Roger Seiter & Marc Jailloux, Alix – t.44 : Le Royaume interdit

Roger Seiter & Marc Jailloux, Alix – t.44 : Le Royaume interdit

Alix était un jeune esclave gaulois quand il a été adopté par un riche romain, un ami de César. Sa première aventure est parue en feuilleton dans le Journal de Tintin, à partir du n° 38, le 16 septembre 1948. C’est le cas des trois aventures suivantes. Elles ont été reprises en album par Le Lombard qui abandonne très vite. C’est en 1966 que Casterman reprend la série que l’éditeur continue de faire paraître jusqu’à aujourd’hui.

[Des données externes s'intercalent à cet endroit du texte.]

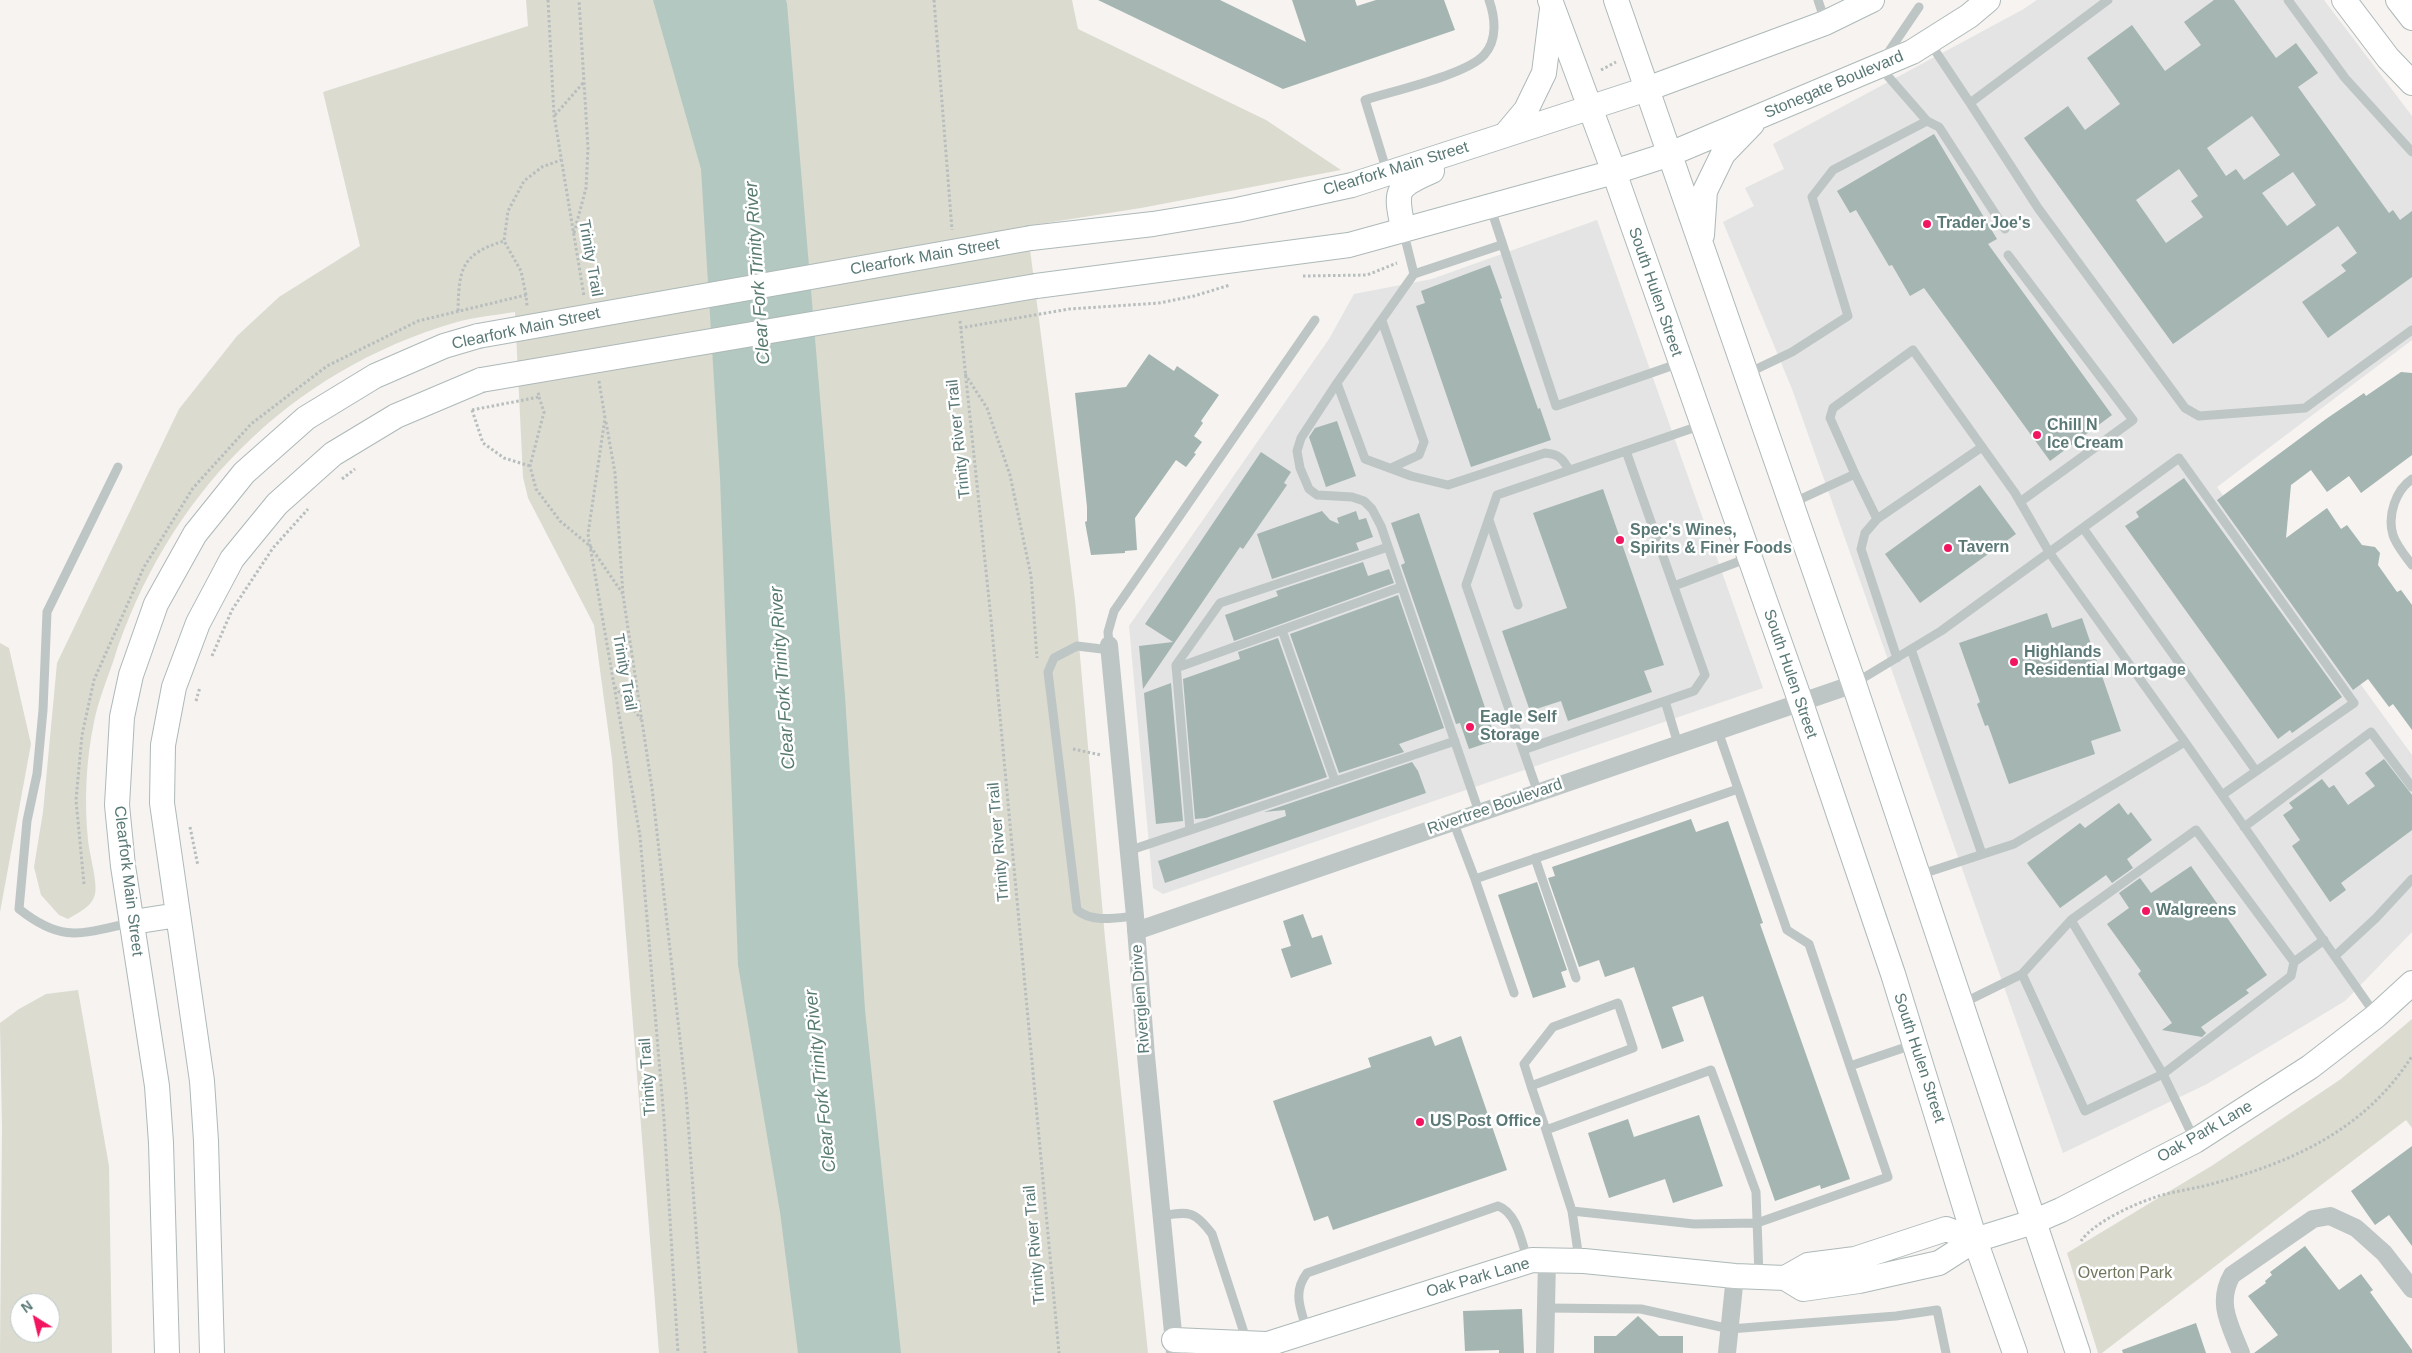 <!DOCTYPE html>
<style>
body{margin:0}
#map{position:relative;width:2412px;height:1353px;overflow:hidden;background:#f6f3f1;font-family:Helvetica,sans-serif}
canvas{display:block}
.north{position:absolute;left:10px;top:1293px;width:50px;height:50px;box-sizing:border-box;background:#fff;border:1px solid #bdc9c8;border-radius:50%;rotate:324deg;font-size:14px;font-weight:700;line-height:20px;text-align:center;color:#5a7976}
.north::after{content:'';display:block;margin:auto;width:18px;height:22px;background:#f2155f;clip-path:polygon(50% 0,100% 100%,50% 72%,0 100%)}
</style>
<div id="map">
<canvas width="2412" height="1353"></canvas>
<div class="north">N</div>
</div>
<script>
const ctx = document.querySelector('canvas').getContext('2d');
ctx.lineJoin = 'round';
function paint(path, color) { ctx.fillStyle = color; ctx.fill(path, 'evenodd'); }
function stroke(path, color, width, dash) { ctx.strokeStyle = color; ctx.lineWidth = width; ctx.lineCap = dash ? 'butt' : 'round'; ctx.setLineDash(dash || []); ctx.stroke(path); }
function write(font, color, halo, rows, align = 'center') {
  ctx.font = font + ' Helvetica,sans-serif'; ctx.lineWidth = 5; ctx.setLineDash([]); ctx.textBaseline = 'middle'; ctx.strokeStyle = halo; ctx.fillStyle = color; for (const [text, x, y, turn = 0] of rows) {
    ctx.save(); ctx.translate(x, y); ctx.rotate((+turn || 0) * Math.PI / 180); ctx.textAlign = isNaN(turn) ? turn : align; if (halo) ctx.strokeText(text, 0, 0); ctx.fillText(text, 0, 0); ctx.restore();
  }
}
const built = new Path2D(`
 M2037,0H2324L2412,116V340L2217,487L2412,755V932L2345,1001L2207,1084L2063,1153L1792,389L1723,222L1754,206L1745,188L1784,169L1773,144L2022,10Z
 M1597,220L1763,688L1163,894L1153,888L1129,626L1329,339L1354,294L1432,279Z`);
const green = new Path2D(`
 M526,0H1072L1078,29L1266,120L1341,170L1141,208L1027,226L1075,600L1105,938L1148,1353H659L612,759L594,625L528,498L523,477L515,312C496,315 475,317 457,322C288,371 166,496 113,662C106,682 98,702 94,722C86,759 84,803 88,840C89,852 98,884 95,894C92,907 79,912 68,919L59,915L41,895L34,867L43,812L57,663L179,409L237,336L279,297L360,246L323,92L528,26Z
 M0,643L9,648L31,744L0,912Z
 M78,990L109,1166L112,1353H0L2,1127L0,1023L19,1009L46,994ZM20,1303H50V1333H20Z
 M2412,1019V1128L2406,1120L2102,1353H2098L2067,1253L2213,1165L2341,1079Z`);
const water = new Path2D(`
 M653,0H786L787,4L845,696L865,1010L901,1353H798L780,1212L738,965L720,478L701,169Z`);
const building = new Path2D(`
 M1098,0H1220L1306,42L1292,0H1355L1357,6L1376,0H1444L1455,30L1283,89Z
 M2214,0H2234L2276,58L2296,43L2318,73L2298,87L2389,213L2393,210L2400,220L2412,211V277L2328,338L2302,302L2346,271L2341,265L2357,253L2338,226L2173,344L2024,138L2068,106L2085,130L2120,104L2087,58L2132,25L2165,71L2201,45L2184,22ZM2252,116L2280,155L2244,180L2236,169L2226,176L2207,148ZM2179,169L2198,196L2191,201L2203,217L2166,243L2136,200ZM2293,172L2316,205L2287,226L2262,193Z
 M1934,134L1997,239L1988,244L2112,415L2050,461L1924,288L1910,296L1892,265L1889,266L1856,210L1850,213L1837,191Z
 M1490,265L1502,298L1500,299L1538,409L1540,408L1551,440L1471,467L1416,306L1425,303L1421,291Z
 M1149,354L1174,371L1177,366L1219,395L1201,421L1203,423L1194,436L1202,442L1194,453L1196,454L1186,467L1176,460L1135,518L1137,550L1125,551V553L1091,555L1085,522L1087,521V507L1075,393L1126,387Z
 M2401,372L2412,373V455L2361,493L2349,476L2327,492L2311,470L2291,485L2286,538L2327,508L2341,529L2347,525L2362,545L2375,547L2380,553L2378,565L2397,592L2401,590L2412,605V730L2393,704L2389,707L2368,679L2353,690L2217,500L2326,419L2364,393L2366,396Z
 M1337,421L1356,476L1326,487L1309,437L1315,428Z
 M1261,452L1291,472L1284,483L1287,485L1243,549L1240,547L1143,689L1139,646L1173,642L1145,624Z
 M2184,478L2342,697L2292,733L2290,730L2278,739L2125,526L2139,517L2136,512Z
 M1980,485L2016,534L1920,603L1885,554Z
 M1603,489L1664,665L1644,671L1652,692L1568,721L1561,701L1530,711L1502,631L1567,608L1533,513Z
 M1322,511L1330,520L1339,524L1337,518L1356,511L1359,520L1366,518L1373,537L1356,543L1359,550L1272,579L1257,534Z
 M1419,513L1496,740L1469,749L1460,723L1456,724L1401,565L1405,563L1391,523Z
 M1363,562L1368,576L1389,569L1394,583L1234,641L1225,615L1278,596L1276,591Z
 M1398,595L1444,728L1399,744L1404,752L1339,773L1290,634Z
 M2047,613L2052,628L2082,618L2121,731L2091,741L2095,754L2009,784L1988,725L1985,726L1977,704L1980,702L1959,643Z
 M1278,638L1327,777L1206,818L1195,819L1183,679L1240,659L1238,652Z
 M1171,683L1183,821L1156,824L1144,693Z
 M2384,759L2412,795V830L2341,883L2346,890L2330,902L2292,846L2300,840L2283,815L2293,808L2289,803L2322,779L2329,788L2334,785L2348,805L2375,786L2365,773Z
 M1412,762L1418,771L1426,793L1165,883L1158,861L1286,816L1285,810L1264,812Z
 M2119,803L2128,815L2131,812L2152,840L2127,859L2133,868L2112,883L2106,875L2060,908L2027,863L2080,823L2085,828Z
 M1691,819L1696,832L1728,821L1763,923L1760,924L1850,1179L1821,1189L1820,1185L1775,1201L1703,996L1672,1007L1684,1041L1662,1049L1634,967L1605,977L1599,960L1579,967L1548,878L1555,876L1552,867Z
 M2191,866L2267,975L2246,990L2249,993L2201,1027L2206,1033L2202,1037L2162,1030L2172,1023L2138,974L2141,971L2107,924L2129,908L2119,893L2140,878L2151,893Z
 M1537,882L1567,970L1561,972L1566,987L1533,998L1498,895Z
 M1303,914L1312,938L1322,935L1332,964L1291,978L1281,949L1291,946L1283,921Z
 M1431,1036L1435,1046L1461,1036L1507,1170L1333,1230L1328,1216L1314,1221L1273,1101L1371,1067L1368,1058Z
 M1699,1115L1723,1186L1673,1203L1665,1179L1609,1198L1588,1133L1628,1119L1634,1137Z
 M2412,1146V1246L2389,1215L2375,1225L2351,1191Z
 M2305,1246L2339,1290L2361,1274L2373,1290L2370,1292L2412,1350V1353H2254L2278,1335L2248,1296L2266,1283L2265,1281L2272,1275L2270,1272Z
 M1522,1309L1524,1353H1499V1350L1465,1351L1463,1311Z
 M1638,1316L1659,1336H1683V1353H1594V1336H1616Z
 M2196,1323L2206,1353H2123L2122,1350Z`);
const path = new Path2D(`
 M548,0L554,115L584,296
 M934,0L952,230
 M1601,70L1616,62
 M555,115L584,82
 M574,233L586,188L588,148L579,0
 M1303,276L1367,275L1397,263
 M526,295L521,271L504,241L508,211L524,181L542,167L561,160
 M458,311C459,269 461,254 504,241
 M960,321L991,619L1059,1353
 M960,328L1069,309L1159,303L1194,296L1230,285
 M965,374L987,408L1010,475L1031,576L1037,658
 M599,381L605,418L588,534L640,836L664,1119L678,1353
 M539,397L544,412L530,466L536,489L560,521L590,546L623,594
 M472,410L539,397L538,391
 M472,410L483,443L504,458L530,466
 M606,422L615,473L623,595L652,788L686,1093L705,1353
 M342,479L355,469
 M212,656L232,610L273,548L308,509
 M615,687L641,719
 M196,701L200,687
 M1073,749L1101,755
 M190,827L198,866
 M84,884L76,800L82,735L94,680L144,567L193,488L251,424L327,366L418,321L526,295L527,306
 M2081,1241C2093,1223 2132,1205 2153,1198C2169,1192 2187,1190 2204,1186C2288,1164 2364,1132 2412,1056`);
const lane = new Path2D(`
 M1818,0L1825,21
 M2108,0L1970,103L2038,208L2185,408L2199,416L2305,408L2412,330
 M2288,0L2345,78L2412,152
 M1919,7L1879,66L1927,121L1939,127L2005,229
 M1930,43L1970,103
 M1387,172L1365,100C1392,91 1466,75 1484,55C1498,40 1495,17 1489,0
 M1490,206L1556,406L1680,363
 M1403,230L1414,274L1337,383L1365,459L1411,476L1448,485L1545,453C1559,454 1563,459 1569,470
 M2008,255L2133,420L2020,502
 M1414,274L1501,245
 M1382,321L1424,442L1419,455L1391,468
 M1746,374L1792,352L1848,316L1812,197L1833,170L1927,121
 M1337,383L1301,438L1297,451L1300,468L1309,489L1317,495L1352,497L1364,501L1372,509L1381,526L1479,812
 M118,467L47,612L43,710L37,774L27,821L19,909C62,943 80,934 130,923
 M1855,474L1877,519L1982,447
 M2412,479C2396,490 2387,515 2393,535C2396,545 2406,557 2412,565
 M1792,503L1855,474L1830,418L1833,408L1913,350L2015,493L2049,552L2185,742L2375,1014
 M1877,519L1865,533L1861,549L1897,658
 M1489,520L1518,605
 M2083,528L2256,771
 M1674,586L1748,558
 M1282,630L1335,781
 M1109,645L1108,632L1114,611L1315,320
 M1911,649L1982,854
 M1110,650L1077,646L1054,658L1048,672L1077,910C1092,923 1116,918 1135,916
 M1176,668L1401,587
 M1855,683L1941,631L2179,458L2354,703L2222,795
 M1665,701L1678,744
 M1718,731L1787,930L1809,944L1850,1066L1915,1044
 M1523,750L1694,691L1705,675L1626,451
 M1538,793L1466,585L1497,495L1702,425
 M1453,821L1475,879L1738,789
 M2244,827L2371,732L2412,787
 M1190,830L1176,665L1220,603L1388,547
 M1128,851L1455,741
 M1535,858L1576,978
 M1919,875L2014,844L2185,742
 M1475,879L1514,993
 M2071,920L2163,1074L2291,976L2294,962
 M2335,956L2376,918L2412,879
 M2022,974L2085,1111L2163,1074L2195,1141
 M1961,1004L2022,974L2071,920L2196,830L2294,962L2324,940
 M1531,1086L1524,1064L1553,1027L1618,1003L1633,1048L1531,1086L1546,1130
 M1572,1211L1546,1130L1711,1070L1756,1192L1759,1276
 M1162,1216C1189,1211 1195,1211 1212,1234L1247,1342
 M1579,1259L1572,1211L1694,1224L1757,1223L1888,1177L1850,1066
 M1546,1308L1641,1309L1730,1329L1896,1316L1937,1310L1946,1353
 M1307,1331C1301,1309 1292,1293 1307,1273L1498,1206C1517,1212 1522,1244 1528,1261`);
const street = new Path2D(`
 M1109,645L1135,916L1146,1056L1175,1353
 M1136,931L1854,684
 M1545,1353L1547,1261
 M1727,1353L1735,1276
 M2241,1353C2230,1325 2216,1303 2232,1275L2313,1219L2330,1216L2356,1228L2384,1253L2412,1289`);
const secondary = new Path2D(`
 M1550,0L1614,172L1801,703L1893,974L1975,1240L2015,1353
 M1616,0L1854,684L2078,1353
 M2344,0L2388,58L2412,83
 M2398,0L2412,18
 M1505,135L1526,110L1544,73L1552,9
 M1403,228C1395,190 1395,187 1432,171
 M1702,235L1705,191L1723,154L1752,124
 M1031,238L1153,224L1237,210L1352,185L1647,89L1825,23L1872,0
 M1036,286L1349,245L1614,172L1670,154L1912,52L1969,16L1988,0
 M133,922L178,915
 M1785,1278L1808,1265L1855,1259L1946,1229L1975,1240
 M1174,1340L1266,1344
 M167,1353L161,1143L157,1086L123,866L117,805L122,717L131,675L156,604L195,534L244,473L306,418L375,376L444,346L478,336
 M212,1353L206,1141L202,1081L162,803L163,745L174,687L198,623L232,559L277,504L333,454L396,416L481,380
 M1247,1353L1268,1344L1532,1260L1584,1261L1735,1276L1785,1278L1803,1289L1859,1281L1939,1263L1975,1240L2033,1222L2061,1210L2195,1141L2310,1067L2376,1016L2412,983`);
const secondaryBridge = new Path2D(`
 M478,336L1031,238
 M481,380L1036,286`);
const markers = [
 [1927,224,5,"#f2155f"],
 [2037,435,5,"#f2155f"],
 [1620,540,5,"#f2155f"],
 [1948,548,5,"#f2155f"],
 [2014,662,5,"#f2155f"],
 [1470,727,5,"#f2155f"],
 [2146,911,5,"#f2155f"],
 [1420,1122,5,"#f2155f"]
];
const streetNames = [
 ["Stonegate Boulevard",1834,85,-23],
 ["Clearfork Main Street",1396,169,-17],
 ["Clearfork Main Street",925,257,-10],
 ["Trinity Trail",590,258,80],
 ["South Hulen Street",1655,292,71],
 ["Clearfork Main Street",526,329,-12],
 ["Trinity River Trail",959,439,-96],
 ["Trinity Trail",624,672,80],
 ["South Hulen Street",1790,674,71],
 ["Rivertree Boulevard",1495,807,-19],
 ["Trinity River Trail",999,842,-95],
 ["Clearfork Main Street",128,881,83],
 ["Riverglen Drive",1141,999,-94],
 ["South Hulen Street",1919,1058,72],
 ["Trinity Trail",648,1077,-94],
 ["Oak Park Lane",2205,1132,-30],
 ["Trinity River Trail",1035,1245,-95],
 ["Oak Park Lane",1478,1278,-16]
];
const poiNames = [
 ["Trader Joe's",1937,224],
 ["Chill N",2047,426],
 ["Ice Cream",2047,444],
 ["Spec's Wines,",1630,531],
 ["Spirits & Finer Foods",1630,549],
 ["Tavern",1958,548],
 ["Highlands",2024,653],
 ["Residential Mortgage",2024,671],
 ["Eagle Self",1480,718],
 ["Storage",1480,736],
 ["Walgreens",2156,911],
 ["US Post Office",1430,1122]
];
const parkNames = [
 ["Overton Park",2125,1274]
];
const waterNames = [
 ["Clear Fork Trinity River",758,273,-94],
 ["Clear Fork Trinity River",783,678,-94],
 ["Clear Fork Trinity River",821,1081,-96]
];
paint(built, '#e3e4e3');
paint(green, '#dbdbd0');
paint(water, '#b3c8c1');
paint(building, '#a4b5b2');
stroke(secondary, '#adb9b8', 26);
stroke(path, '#b7bebd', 3, [2.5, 2.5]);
stroke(lane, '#bdc6c5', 9);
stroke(street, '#bdc6c5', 18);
stroke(secondary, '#fff', 24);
stroke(secondaryBridge, '#adb9b8', 26, []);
stroke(secondaryBridge, '#fff', 24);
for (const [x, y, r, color] of markers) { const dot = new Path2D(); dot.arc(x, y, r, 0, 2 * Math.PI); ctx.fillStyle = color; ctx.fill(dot); stroke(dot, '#fff', 2); }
write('16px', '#5a7976', '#fff', streetNames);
write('bold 16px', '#5a7976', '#fff', poiNames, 'left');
write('16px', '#70775d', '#fff', parkNames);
write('italic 18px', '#587b71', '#fff', waterNames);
</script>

Voilà deux semaines qu’Iphis, la fille du roi Tisias, fait voile vers le Levant pour remplir la mission que lui a confié son père. Alors qu’elle contemple le clair de lune, une silhouette l’assomme et la jette dans les flots. Elle s’accroche à la barque tirée par le navire mais la corde est coupée. Elle est condamnée à mort.
Quatre ans passent. Alix et Enak sont chez un ami pour voir les bêtes sauvages réunies pour une grande venatio voulue par César. Enak va regarder les fauves. Assis sur le bord de l’arène, il contemple un énorme taureau. Soudain, il tombe et le fauve charge. Surgit alors la jeune esclave ayant servi les boissons, qui, par un saut périlleux au-dessus de la bête, détourne son attention. Ebloui par son courage, Alix la rachète à son ami. Il veut l’affranchir à condition qu’elle lui raconte son histoire.
Elle vient du royaume de Kamarès, d’une île appelé Zakros, situé au-delà des Colonnes d’Hercule. Cette civilisation a toujours vécu en autarcie. C’est à cause d’une situation grave que le roi s’était résolu à envoyer sa fille prendre des contacts. Alix décide de raccompagner la princesse chez elle. En arrivant bien des choses ont changé et pas en bien…

Le scénariste, pour cette aventure, emprunte beaucoup à la civilisation minoenne. Ainsi, il donne le nom de Zakros à l’île d’Iphis, le même nom que ce village situé à l’extrême Est de la Crète. Il fut un port de commerce important et une ville florissante. Les jeux qui consistaient à sauter au-dessus des taureaux est attesté par des fresques à Cnossos. La société minoenne était égalitaire entre les femmes et les hommes jusqu’à ce que cette île soit envahie par les Grecs qui apportèrent leur civilisation qu’on a le culot, aujourd’hui, de présenter comme très avancée socialement.
Mais Roger Seiter place son royaume dans l’Atlantique, à un endroit proche de celle des îles Canaries. Il s’inspire également de la légende de l’Atlantide.

L’esprit de la série est respecté. Les deux héros volent au secours d’une jeune princesse victime d’un complot et vont tout faire pour lui faire rendre justice. Mais le scénariste installe malgré tout une belle restriction quant à l’idée de s’inspirer du modèle mis en œuvre par d’autres civilisations.
Et les héros devront combattre pour faire triompher le droit. Le récit comporte une belle dose d’actions dynamiques, de luttes et de tensions.

Le dessin est de Marc Jailloux qui fut l’élève de Gilles Chaillet. Il assure, depuis 2013, l’illustration des aventures. Il reste très fidèle au graphisme initié par Jacques Martin, cette ligne claire qui caractérise un courant de la bande dessinée. Alix, malgré ses 77 ans, est toujours aussi jeune. Et le contrat est respecté : les décors sont parfaitement réussis, les accessoires et les architectures sont le fruit d’un travail appuyé sur une riche documentation.
La mise en couleurs est signée de Florence Fantini qui maîtrise parfaitement son art.

Un album qui se lit avec intérêt car le scénario et les graphismes sont conformes à l’esprit de la bande dessinée d’aventures historiques. Il ne faut pas bouder son plaisir !

Roger Seiter (scénario), Marc Jailloux (dessin) & Florence Fontini (couleurs), Alix – t.44 : Le Royaume interdit, Casterman, avril 2025, 48 p. – 13,50 €.